Cette approche permet en effet d’établir un lien entre un résultat non désiré – qu’il s’agisse de l’abandon du projet, d’un coût final trop élevé pour l’entreprise ou d’une insatisfaction du consommateur- et la meilleure manière de l’anticiper et de l’éviter.
Maturité, risques et performance : trois facteurs de succès (ou d’échec) à la loupe
Maturité, risques et performance : ces trois facteurs de succès (ou d’échec potentiel) ont chacun leurs particularités.
● La maturité d’un processus logiciel désigne dans quelle mesure un processus est explicitement défini, géré, mesuré, contrôle et efficace. Elle suppose un potentiel de croissance des capacités et constitue un indicateur de richesse du processus logiciel de l’organisation et de la cohérence avec laquelle il est appliqué à l’occasion des divers projets menés par celle-ci, en adéquation avec les exigences des clients et des utilisateurs finaux.
● Les risques liés au développement logiciel peuvent être compensés par la capacité du management à identifier, évaluer et réduire les facteurs en amont, et ainsi améliorer les chances de succès au moment de la livraison du produit. De tels risques peuvent être classés en cinq catégories : la nouveauté technologique, la taille de l’application, l’expertise, la complexité du projet et le support structurel.
● La performance du projet se résume à des aspects aussi bien techniques qu’organisationnels : efficacité, rendement, contrôle, communication, connaissances.
Ces défis font partie du quotidien des experts IT. Mais quelle est la corrélation entre des trois facteurs et, surtout, l’effet modérateur du risque de développement sur le lien entre maturité du processus et performance du projet ?

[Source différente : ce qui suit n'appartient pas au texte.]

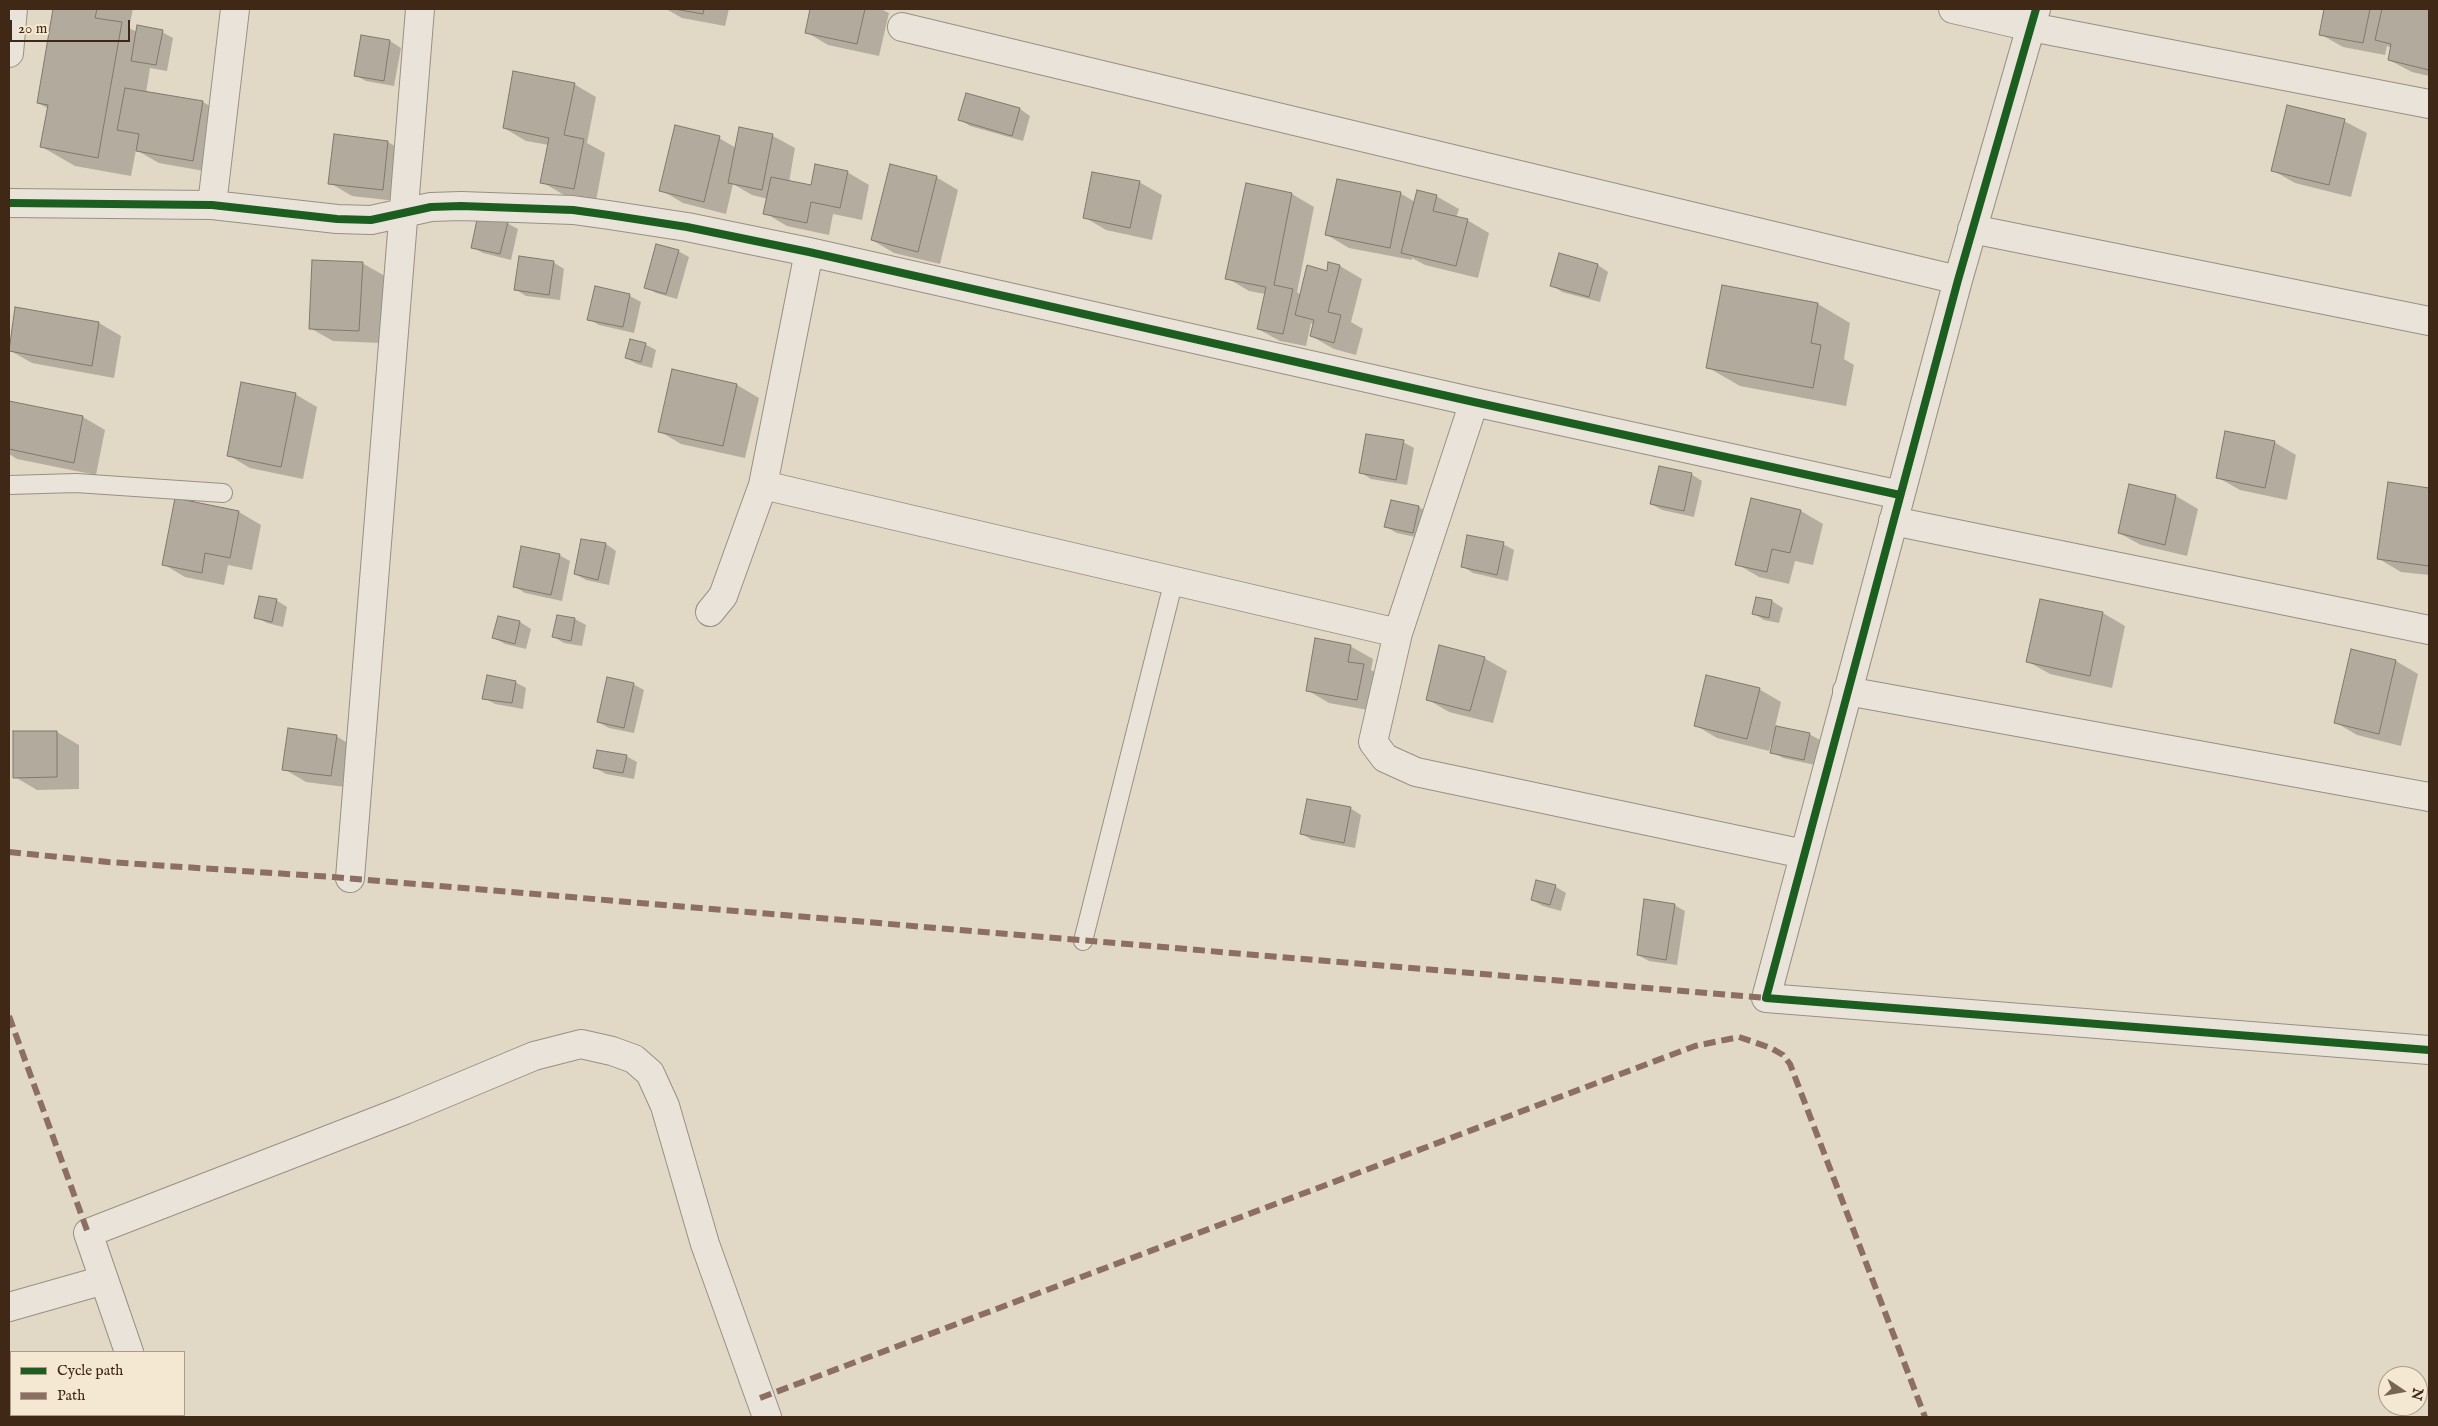 <!DOCTYPE html>
<style>
body{margin:0}
#map{position:relative;width:2438px;height:1426px;overflow:hidden;background:#e2d8c6;font-family:"IM FELL English",serif}
canvas{display:block}
.frame{position:absolute;inset:0;border:10px solid #3f2815;pointer-events:none}
.legend{position:absolute;left:10px;top:1351px;width:175px;height:65px;box-sizing:border-box;background:#f5e8d2;border:1px solid #ac9b86;margin:0;padding:6px 9px;list-style:none;font-size:15px;color:#3f2815}
.legend li{display:flex;align-items:center;gap:10px;height:25px}
.legend b{width:25px;border:1px solid #ac9b86}
.north{position:absolute;left:2378px;top:1366px;width:50px;height:50px;box-sizing:border-box;background:#f5e8d2;border:1px solid #ac9b86;border-radius:50%;rotate:102deg;font-size:14px;font-weight:700;line-height:20px;text-align:center;color:#3f2815}
.north::after{content:'';display:block;margin:auto;width:18px;height:22px;background:#786653;clip-path:polygon(50% 0,100% 100%,50% 72%,0 100%)}
.scale{position:absolute;left:10px;top:20px;width:120px;height:22px;box-sizing:border-box;border:2px solid #3f2815;border-top:0;padding-left:6px;font-size:15px;line-height:18px;white-space:nowrap;color:#3f2815;-webkit-text-stroke:4px #f5e8d2;paint-order:stroke}
</style>
<div id="map">
<canvas width="2438" height="1426"></canvas>
<div class="frame"></div>
<ul class="legend">
<li><b style="height:6px;background:#1b5e20"></b>Cycle path</li>
<li><b style="height:6px;background:#8d6e63"></b>Path</li>
</ul>
<div class="north">N</div>
<div class="scale">20 m</div>
</div>
<script>
const g = document.querySelector('canvas').getContext('2d');
g.lineJoin = 'round';
function fill(path, color) {
  g.fillStyle = color;
  g.fill(path, 'evenodd');
}
function toPath(rows) {
  const path = new Path2D();
  for (const r of rows) {
    path.moveTo(r[0], r[1]);
    for (let i = 2; i < r.length; i += 2) path.lineTo(r[i], r[i + 1]);
  }
  return path;
}
function stroke(path, color, width, dash) {
  g.strokeStyle = color;
  g.lineWidth = width;
  g.lineCap = dash ? 'butt' : 'round';
  g.setLineDash(dash || []);
  g.stroke(path);
}
fill(toPath([
 [55,9,133,9,129,28,137,32,162,32,173,38,167,71,150,68,146,93,203,102,225,115,215,173,159,163,136,150,131,176,75,166,42,147,49,109,38,103],
 [666,9,729,9,725,26,682,18],
 [811,9,881,9,889,13,879,56,828,45,806,32],
 [2325,9,2429,9,2429,76,2412,72,2389,60,2392,48,2387,46,2385,55,2343,47,2320,34],
 [390,41,401,48,394,86,366,81,355,75],
 [574,84,596,97,587,143,605,153,596,201,564,195,542,182,549,145,526,141,504,128],
 [1020,109,1030,116,1023,141,970,126,959,119],
 [2344,121,2367,133,2351,197,2295,183,2272,170],
 [740,129,773,136,795,148,789,182,812,186,847,172,869,185,862,220,833,214,829,235,787,226,765,213,768,199,752,195,733,184,726,214,683,203,661,190,719,138,736,148],
 [335,136,388,142,410,155,405,202,352,196,330,183],
 [936,177,958,190,940,264,894,253,872,240],
 [1139,182,1162,195,1152,240,1106,230,1084,217],
 [1247,184,1292,194,1314,207,1297,292,1301,295,1328,272,1340,266,1362,279,1351,322,1363,329,1356,355,1334,349,1311,336,1314,325,1311,323,1306,346,1280,341,1258,329,1265,294,1249,291,1227,278],
 [1400,193,1415,202,1436,196,1459,209,1456,218,1467,220,1489,233,1478,278,1425,265,1412,258,1412,260,1349,248,1327,235],
 [507,223,518,229,511,260,483,253,472,247],
 [678,251,689,257,677,299,656,293,646,287],
 [553,262,564,269,560,300,526,296,515,289],
 [362,263,385,276,381,343,333,341,310,328],
 [1598,265,1608,272,1600,302,1562,292,1552,285],
 [596,288,630,296,641,302,634,333,599,325,589,319],
 [1818,304,1850,323,1844,359,1854,365,1846,406,1740,386,1707,367],
 [16,308,99,323,121,336,114,378,32,363,9,350],
 [645,344,656,350,652,368,637,364,626,358],
 [672,370,737,385,759,398,745,458,681,444,659,431],
 [295,394,317,407,303,479,250,468,228,455],
 [9,403,83,417,105,430,96,475,17,459,9,454],
 [1403,442,1414,448,1407,485,1371,479,1360,472],
 [2274,442,2296,455,2287,500,2240,490,2217,477],
 [1691,474,1702,481,1694,517,1662,510,1651,504],
 [2389,484,2429,489,2429,575,2401,572,2379,559],
 [2130,485,2176,496,2198,509,2187,556,2141,545,2119,533],
 [176,499,239,512,261,525,252,570,228,565,224,585,185,577,163,564],
 [1392,502,1419,507,1430,514,1424,539,1397,533,1386,527],
 [1801,511,1823,524,1813,565,1795,561,1789,584,1759,577,1737,564],
 [606,544,616,551,609,585,586,580,575,574],
 [1503,544,1514,550,1508,581,1473,573,1462,566],
 [559,555,570,561,562,601,525,593,514,586],
 [1757,598,1772,601,1783,608,1779,623,1764,620,1753,613],
 [276,600,287,607,283,627,267,623,256,617],
 [2041,600,2103,613,2125,626,2112,688,2050,674,2027,661],
 [499,617,520,622,531,629,526,649,505,644,494,638],
 [575,619,586,625,582,646,564,643,554,637],
 [1350,646,1373,659,1371,670,1386,678,1379,712,1329,703,1307,690],
 [2352,651,2396,661,2418,674,2401,746,2357,735,2335,722],
 [1484,658,1507,671,1493,723,1449,712,1427,699],
 [515,682,526,688,523,709,495,704,484,698],
 [633,684,644,690,634,733,609,728,598,722],
 [1759,689,1781,702,1775,727,1809,734,1820,740,1815,765,1783,758,1772,752,1775,738,1773,738,1769,751,1717,738,1695,725],
 [57,732,79,745,79,789,37,790,15,777],
 [336,736,358,749,353,788,306,782,284,769],
 [626,756,637,762,634,779,606,774,595,768],
 [1350,808,1361,815,1355,848,1312,840,1302,834],
 [1537,881,1556,887,1566,893,1561,911,1543,906,1532,900],
 [1674,905,1685,911,1677,965,1649,961,1638,955]
]), '#0003');
const building = toPath([
 [53,9,97,9,95,18,122,22,98,158,40,147,48,105,37,103,53,9],
 [674,9,704,9,703,14,674,9],
 [810,9,865,9,857,44,805,33,810,9],
 [2324,9,2370,9,2363,43,2319,35,2324,9],
 [2382,9,2429,9,2429,70,2388,60,2391,44,2375,40,2382,9],
 [137,25,163,30,156,65,131,61,137,25],
 [361,35,390,40,384,81,354,76,361,35],
 [513,71,575,83,564,135,584,139,574,189,540,183,549,138,503,128,513,71],
 [125,88,203,101,193,161,136,151,139,134,117,130,125,88],
 [966,93,1020,108,1012,136,958,120,966,93],
 [2287,105,2345,119,2329,185,2271,171,2287,105],
 [675,125,720,136,704,202,659,191,675,125],
 [739,127,773,134,762,190,728,183,739,127],
 [334,134,388,141,383,190,328,184,334,134],
 [815,164,848,171,840,208,811,202,807,223,763,214,771,177,811,185,815,164],
 [890,164,937,176,918,252,871,240,890,164],
 [1092,172,1140,181,1130,228,1083,218,1092,172],
 [1337,179,1401,192,1390,248,1325,235,1337,179],
 [1246,183,1292,193,1274,285,1293,289,1283,334,1257,329,1266,287,1225,279,1246,183],
 [1417,190,1437,195,1433,211,1468,219,1456,266,1401,253,1417,190],
 [478,215,508,222,500,254,471,248,478,215],
 [656,244,679,250,666,294,644,288,656,244],
 [1559,253,1598,264,1589,297,1550,286,1559,253],
 [519,256,554,261,549,295,514,290,519,256],
 [312,260,363,262,359,331,309,329,312,260],
 [1328,262,1340,265,1328,312,1341,315,1334,343,1310,336,1314,320,1295,315,1307,265,1327,271,1328,262],
 [1722,285,1818,303,1811,343,1821,345,1813,388,1706,368,1722,285],
 [595,286,630,294,623,327,587,320,595,286],
 [15,307,99,322,92,366,9,351,15,307],
 [630,339,646,343,641,362,625,358,630,339],
 [672,369,737,384,723,446,658,432,672,369],
 [241,382,296,393,281,467,227,456,241,382],
 [9,401,83,416,74,463,9,449,9,401],
 [2225,431,2275,441,2265,488,2216,478,2225,431],
 [1366,434,1404,440,1396,480,1359,473,1366,434],
 [1659,466,1692,473,1684,511,1650,504,1659,466],
 [2388,482,2429,488,2429,566,2377,559,2388,482],
 [2129,484,2176,495,2165,545,2118,533,2129,484],
 [175,498,239,511,230,558,205,553,202,573,162,565,175,498],
 [1751,498,1801,510,1790,553,1772,549,1767,572,1735,565,1751,498],
 [1391,500,1419,506,1413,533,1384,527,1391,500],
 [1467,535,1504,542,1497,575,1461,567,1467,535],
 [581,539,606,543,598,580,574,574,581,539],
 [521,546,560,554,551,595,513,587,521,546],
 [259,596,277,599,272,622,254,618,259,596],
 [1756,597,1772,600,1769,618,1752,614,1756,597],
 [2040,599,2103,612,2090,676,2026,662,2040,599],
 [557,615,575,618,571,641,552,637,557,615],
 [498,616,520,621,515,644,492,638,498,616],
 [1315,638,1351,645,1348,662,1364,664,1357,700,1306,691,1315,638],
 [1439,645,1485,657,1470,711,1426,700,1439,645],
 [2351,649,2396,660,2379,734,2334,723,2351,649],
 [487,675,516,681,512,703,482,699,487,675],
 [1706,675,1760,688,1747,739,1694,726,1706,675],
 [607,677,634,683,624,728,597,722,607,677],
 [1776,726,1810,733,1804,760,1770,753,1776,726],
 [288,728,337,735,331,776,282,770,288,728],
 [13,731,57,731,57,777,13,778,13,731],
 [597,750,627,755,623,773,593,768,597,750],
 [1307,799,1351,807,1344,843,1300,834,1307,799],
 [1536,880,1556,885,1550,905,1531,900,1536,880],
 [1644,899,1675,904,1666,960,1637,955,1644,899]
]);
fill(building, '#b2aa9c');
stroke(building, '#81786c', 1);
const lane = toPath([
 [9,485,76,483,223,493],
 [1083,941,1174,580]
]);
const street = toPath([
 [1953,9,2031,27,2429,104],
 [2036,9,1958,280,1766,998,2429,1050],
 [902,27,1958,280],
 [9,53,13,9],
 [9,203,212,205,337,219,371,220,431,207,461,206,573,210,609,215,687,227,809,252,1474,402,1900,495],
 [212,205,235,9],
 [1972,229,2429,321],
 [809,252,763,485,1398,633],
 [1474,402,1398,633,1373,742,1385,758,1416,772,1804,854],
 [1893,521,2429,630],
 [710,612,723,596,763,485],
 [1847,691,2429,797],
 [350,878,420,9],
 [9,1307,104,1280],
 [129,1352,88,1233,405,1110,534,1056,581,1044,612,1051,634,1059,650,1073,665,1106,705,1244,767,1417],
 [151,1415,152,1417]
]);
stroke(lane, '#989083', 20);
stroke(street, '#989083', 30);
stroke(lane, '#e9e3da', 18);
stroke(street, '#e9e3da', 28);
stroke(toPath([
 [9,852,108,862,333,877,1766,998],
 [9,1016,88,1233],
 [760,1398,1695,1046,1739,1037,1771,1048,1783,1055,1790,1064,1925,1417]
]), '#8d6e63', 6, [12, 6]);
stroke(toPath([
 [2036,9,1958,280,1766,998,2429,1050],
 [9,203,212,205,337,219,371,220,431,207,461,206,573,210,609,215,687,227,809,252,1474,402,1900,495]
]), '#1b5e20', 8);
</script>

Des recherches ont ainsi été menées récemment sur plus de cinq cents entreprises recourant au CMM, de tailles et de profils variés, selon les cinq niveaux : initial, reproductible, défini, maîtrisé et d’optimisation. Il en sort que la performance augmente avec des niveaux de maturité du processus logiciel plus élevés. Les conclusions révèlent également que le risque de développement peut remettre en cause la performance, et que le lien entre maturité et performance du processus logiciel est modéré par le risque en question. Un processus rigoureux peut être adopté pour produire le meilleur résultat possible : ce dernier repose toutefois, avant tout, sur un équilibre entre maturité, risques et performance.
En somme, investir dans une procédure plus ou moins coûteuse à court terme permettrait de récolter des bénéfices financiers à long terme.
Il faut généralement 18 à 30 mois pour monter dans l’échelle du CMM : les exemples de succès, tels que Bull et Hewlett Packard, sont suffisamment nombreux pour prouver que le jeu en vaut la chandelle. Chacun des cinq niveaux mérite cependant une attention particulière, et les entreprises doivent prendre conscience que tout facteur de risque peut être réduit par un management adapté.
Ce texte s’inspire de l’article “L’impact de la maturité des processus logiciels sur la performance d’un projet logiciel : l’impact du risque inhérent aux projets de développement logiciel”, publié par Bouchaib Bahli et Dany Di Tullio dans “Systèmes d’information et Management” (18, 3 – 2013).
Bouchaib Bahli est professeur de technologies de l’information (IT) à Rennes School of Business. Il s’intéresse tout particulièrement à l’externalisation IT, à la gestion du risque des projets de développement logiciel et à la modélisation IT. Il a publié de nombreux articles dans Information and Management, Journal of Information Technology, OMEGA, Communications of AIS et Requirement Engineering Journal.